An important but elusive question is whether prenatal steroids masculinize the human brain with respect to sexual orientation. Does the testosterone that masculinizes the human body also masculinize the fetal brain so that, in adulthood, the person will be attracted to women? One strategy has been to find somatic markers that correlate with prenatal androgen and ask whether they also co-vary with sexual orientation. Eyeblink patterns⁵⁸, otoacoustic emissions (clicks emanating from the ears)⁵⁹ and measures of fingers⁶⁰ and limbs⁶¹ all indicate that lesbians, on average, are exposed to more prenatal androgen than heterosexual women. However, none of these studies indicate a simple relationship between prenatal testosterone and sexual orientation—there is considerable overlap between lesbians and heterosexual women for each marker, which makes it clear that testosterone is not the sole factor at work. Nevertheless, crude as these measures are, it is impressive that such a wide range of characteristics, reported by a wide number of laboratories, all indicate that the more prenatal testosterone a girl is exposed to, the more likely she is to self-identify as lesbian in adulthood. Examining these same markers in men provides conflicting results, sometimes yielding evidence that gay men are exposed to less prenatal testosterone than straight men, sometimes finding the opposite and sometimes finding no differences between the two groups. While still controversial, it is possible that both lower-than-average and higher-than-average testosterone exposure before birth can increase the likelihood that a boy will develop a homosexual orientation.

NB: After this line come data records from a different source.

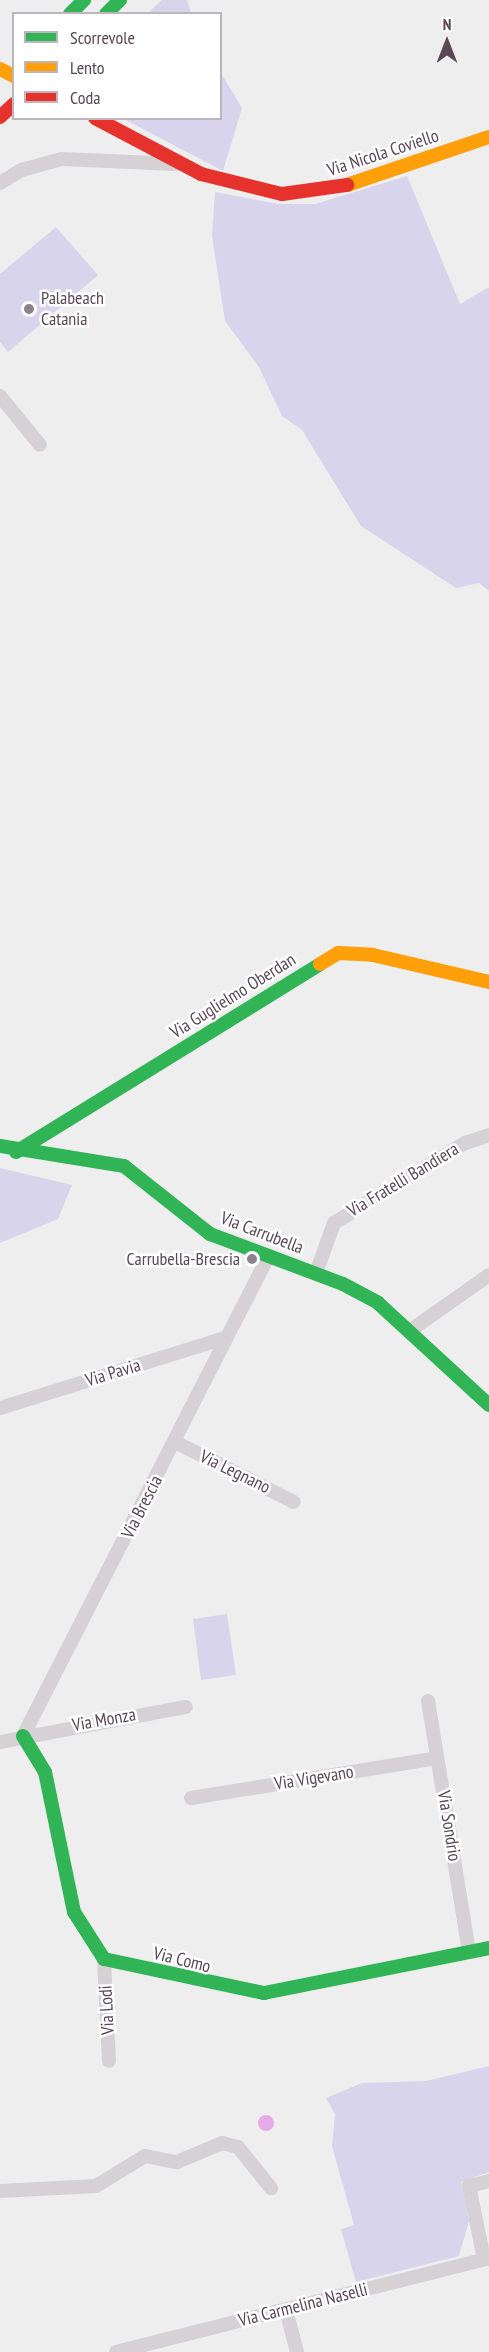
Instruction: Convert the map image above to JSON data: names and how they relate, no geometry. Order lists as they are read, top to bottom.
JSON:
{
  "streets": {
    "main road": [
      "Via Nicola Coviello",
      "Via Guglielmo Oberdan",
      "Via Carrubella",
      "Via Como"
    ],
    "street": [
      "Via Fratelli Bandiera",
      "Via Pavia",
      "Via Legnano",
      "Via Brescia",
      "Via Monza",
      "Via Vigevano",
      "Via Sondrio",
      "Via Lodi",
      "Via Carmelina Naselli"
    ]
  },
  "crossings": [
    ["Via Guglielmo Oberdan", "Via Carrubella"],
    ["Via Fratelli Bandiera", "Via Carrubella"],
    ["Via Carrubella", "Via Brescia"],
    ["Via Pavia", "Via Brescia"],
    ["Via Legnano", "Via Brescia"],
    ["Via Brescia", "Via Monza"],
    ["Via Vigevano", "Via Sondrio"],
    ["Via Sondrio", "Via Como"],
    ["Via Como", "Via Lodi"]
  ],
  "places": ["Palabeach Catania", "Carrubella-Brescia"],
  "legend": ["Scorrevole", "Lento", "Coda"],
  "north": "top"
}
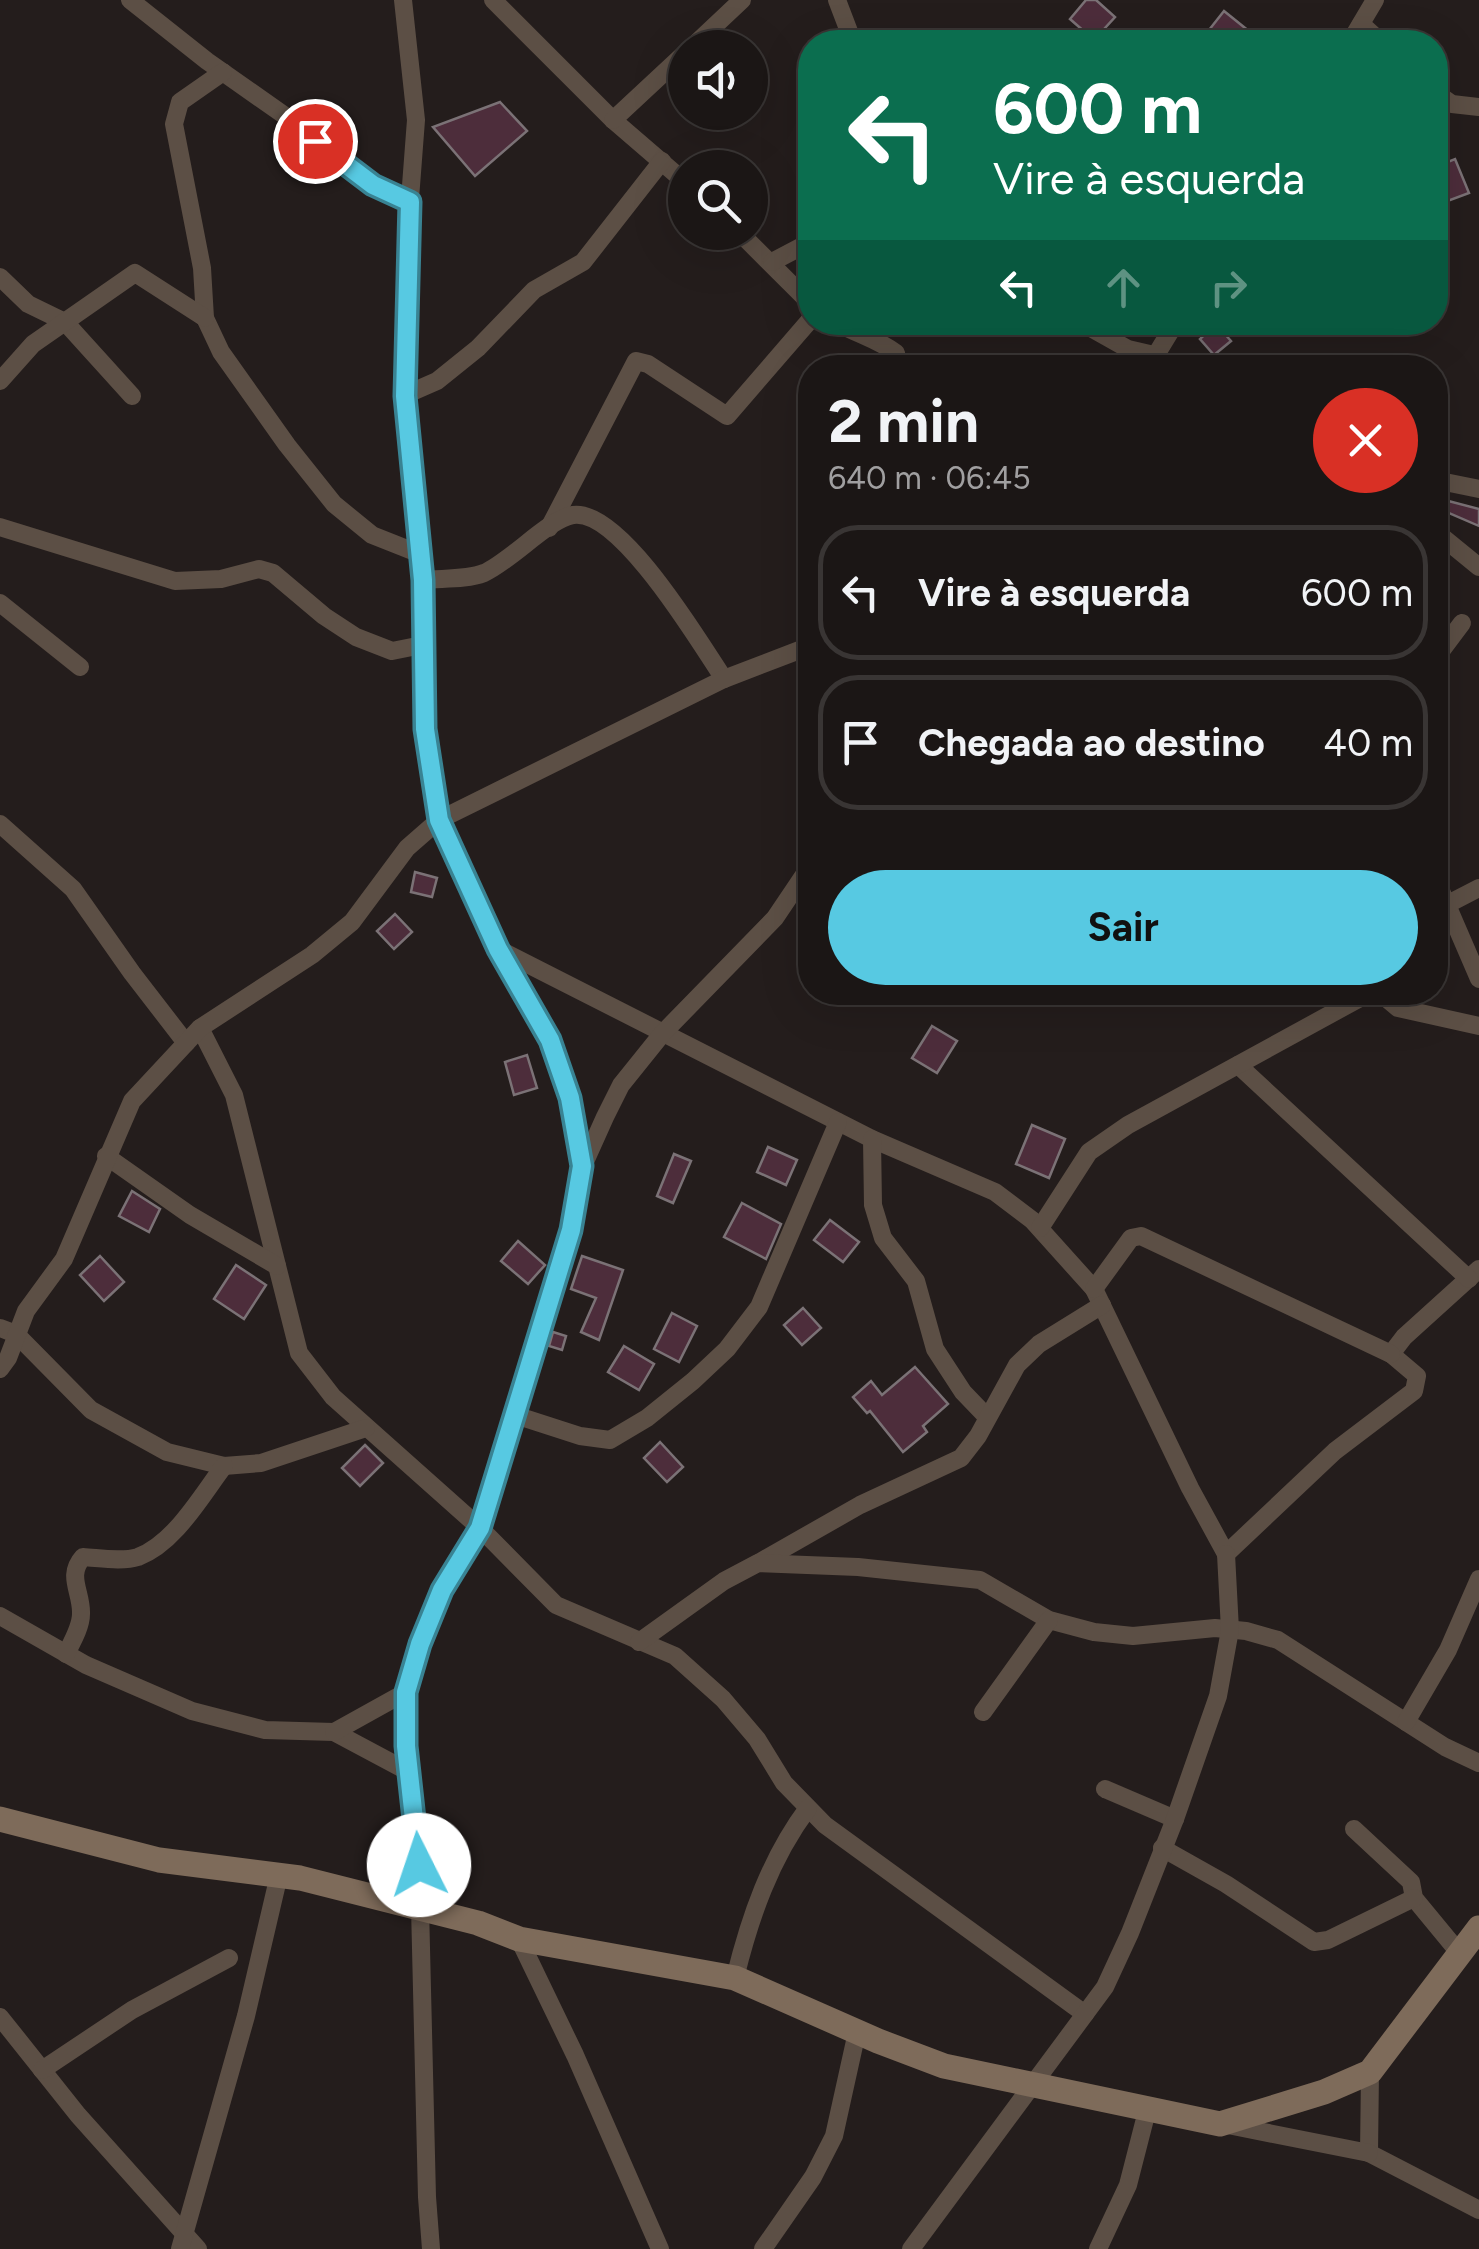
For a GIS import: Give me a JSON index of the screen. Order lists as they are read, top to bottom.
{
  "page": {
    "turn": ["600 m", "Vire à esquerda"],
    "heading": ["2 min", "640 m · 06:45"],
    "list": [
      {
        "name": "Vire à esquerda",
        "value": "600 m"
      },
      {
        "name": "Chegada ao destino",
        "value": "40 m"
      }
    ],
    "buttons": "Sair"
  }
}
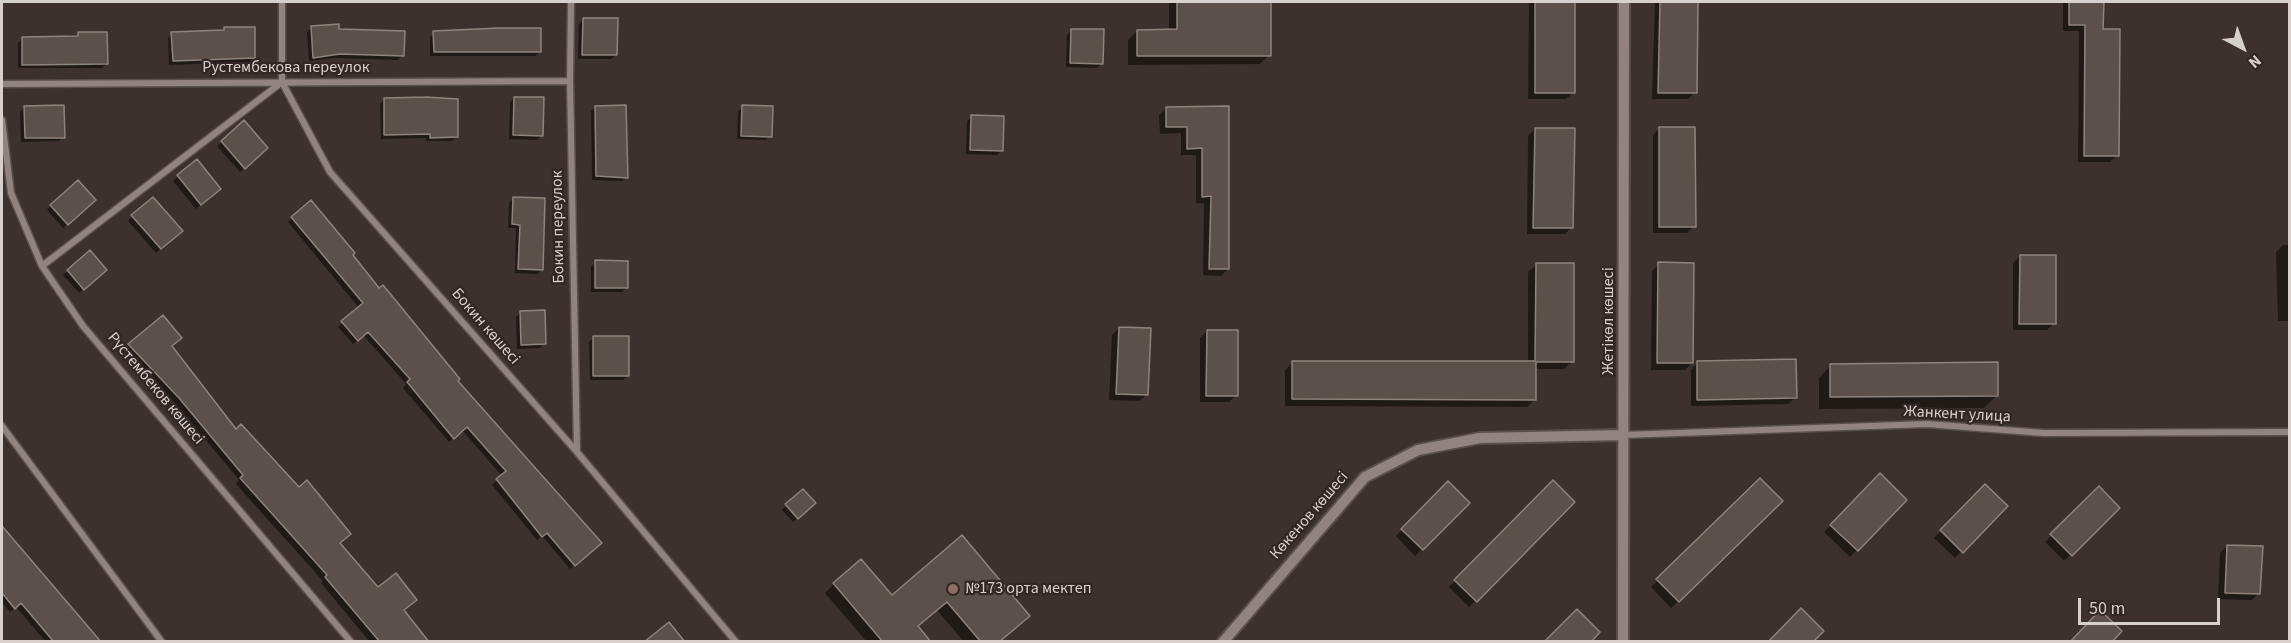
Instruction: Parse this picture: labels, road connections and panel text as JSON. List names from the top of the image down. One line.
{"streets":{"street":["Рустембекова переулок","Бокин переулок","Жетікөл көшесі","Бокин көшесі","Рүстембеков көшесі","Жанкент улица","Көкенов көшесі"]},"crossings":[["Рустембекова переулок","Бокин переулок"],["Рустембекова переулок","Бокин көшесі"],["Бокин переулок","Бокин көшесі"],["Жетікөл көшесі","Жанкент улица"],["Жетікөл көшесі","Көкенов көшесі"],["Жанкент улица","Көкенов көшесі"]],"places":["№173 орта мектеп"],"scale_bar":"50 m","north":"bottom right"}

Of course, animal models have helped by framing the questions that scientists have asked about the origins of human sexual orientation. For example, the models tell us that if we want to seek a prenatal influence on human sexual orientation, we should pay attention to testosterone and its target tissues in the brain. Studies of the rat SDN-POA inspired examination of the human POA, where a nucleus was found that was smaller in women than in men, and smaller in gay men than in straight men⁶². A similar difference is seen in sheep: a nucleus in the POA is smaller in male sheep that prefer to mount other rams than in males that prefer to mount ewes⁶³. For neither humans nor sheep do we know whether the differences in the POA preceded the development of sexual orientation or arose after the establishment of orientation, but taken together, these studies make it seem likely that this brain region is important for determining sexual orientation. A better understanding of how these and other sexual dimorphisms in the nervous system arise will help us appreciate why men and women behave differently, and why most of us find one of the sexes, and only one, so very enchanting.

Received 12 July 2004; Accepted 13 August 2004; Published online: 27 September 2004.